** Task requirements **
Everything from the line with "Extract the structured data from this" through the final line below should be copied out exactly, and nothing else should appear.

** Input for this task **

════════

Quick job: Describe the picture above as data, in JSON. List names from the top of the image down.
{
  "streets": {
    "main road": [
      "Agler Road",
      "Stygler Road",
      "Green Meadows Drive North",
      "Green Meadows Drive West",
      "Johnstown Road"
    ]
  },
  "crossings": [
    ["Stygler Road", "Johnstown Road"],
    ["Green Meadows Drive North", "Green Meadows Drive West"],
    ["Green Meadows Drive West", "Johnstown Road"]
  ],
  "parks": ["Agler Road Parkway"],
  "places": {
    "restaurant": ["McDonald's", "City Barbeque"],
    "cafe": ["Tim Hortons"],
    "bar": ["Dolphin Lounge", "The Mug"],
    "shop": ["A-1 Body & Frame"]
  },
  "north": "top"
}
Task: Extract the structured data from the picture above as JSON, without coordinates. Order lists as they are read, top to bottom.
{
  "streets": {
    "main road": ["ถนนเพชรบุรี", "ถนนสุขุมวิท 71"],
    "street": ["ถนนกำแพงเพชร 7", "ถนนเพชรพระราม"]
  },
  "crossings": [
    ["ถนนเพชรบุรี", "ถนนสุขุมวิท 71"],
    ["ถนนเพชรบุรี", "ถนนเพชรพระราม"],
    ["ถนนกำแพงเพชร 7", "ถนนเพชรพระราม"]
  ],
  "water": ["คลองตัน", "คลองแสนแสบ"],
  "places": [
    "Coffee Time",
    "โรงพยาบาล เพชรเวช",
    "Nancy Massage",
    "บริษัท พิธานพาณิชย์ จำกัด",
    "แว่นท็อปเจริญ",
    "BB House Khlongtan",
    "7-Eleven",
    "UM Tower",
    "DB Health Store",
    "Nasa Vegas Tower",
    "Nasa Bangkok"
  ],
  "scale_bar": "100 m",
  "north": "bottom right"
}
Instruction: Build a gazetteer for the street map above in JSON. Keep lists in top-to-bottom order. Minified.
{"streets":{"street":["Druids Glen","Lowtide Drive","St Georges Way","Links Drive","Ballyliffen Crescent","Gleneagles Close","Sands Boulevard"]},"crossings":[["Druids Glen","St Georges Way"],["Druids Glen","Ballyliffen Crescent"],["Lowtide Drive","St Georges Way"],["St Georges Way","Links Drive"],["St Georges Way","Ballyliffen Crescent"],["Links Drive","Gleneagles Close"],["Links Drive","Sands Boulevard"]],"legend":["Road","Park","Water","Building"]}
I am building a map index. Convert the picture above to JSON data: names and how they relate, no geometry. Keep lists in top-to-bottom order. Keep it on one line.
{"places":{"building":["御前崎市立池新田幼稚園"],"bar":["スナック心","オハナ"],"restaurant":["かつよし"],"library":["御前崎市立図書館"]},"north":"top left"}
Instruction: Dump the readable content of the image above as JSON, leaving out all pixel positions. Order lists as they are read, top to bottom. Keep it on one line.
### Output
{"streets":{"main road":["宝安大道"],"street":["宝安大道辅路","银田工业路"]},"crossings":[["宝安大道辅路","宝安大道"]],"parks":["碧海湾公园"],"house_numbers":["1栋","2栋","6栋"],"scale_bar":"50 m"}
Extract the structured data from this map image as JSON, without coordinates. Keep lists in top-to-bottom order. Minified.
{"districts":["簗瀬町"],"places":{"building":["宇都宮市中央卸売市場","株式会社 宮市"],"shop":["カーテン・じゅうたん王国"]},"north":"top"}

════════

** Response **
Extract the structured data from this map image as JSON, without coordinates. Keep lists in top-to-bottom order. Minified.
{"districts":["簗瀬町"],"places":{"building":["宇都宮市中央卸売市場","株式会社 宮市"],"shop":["カーテン・じゅうたん王国"]},"north":"top"}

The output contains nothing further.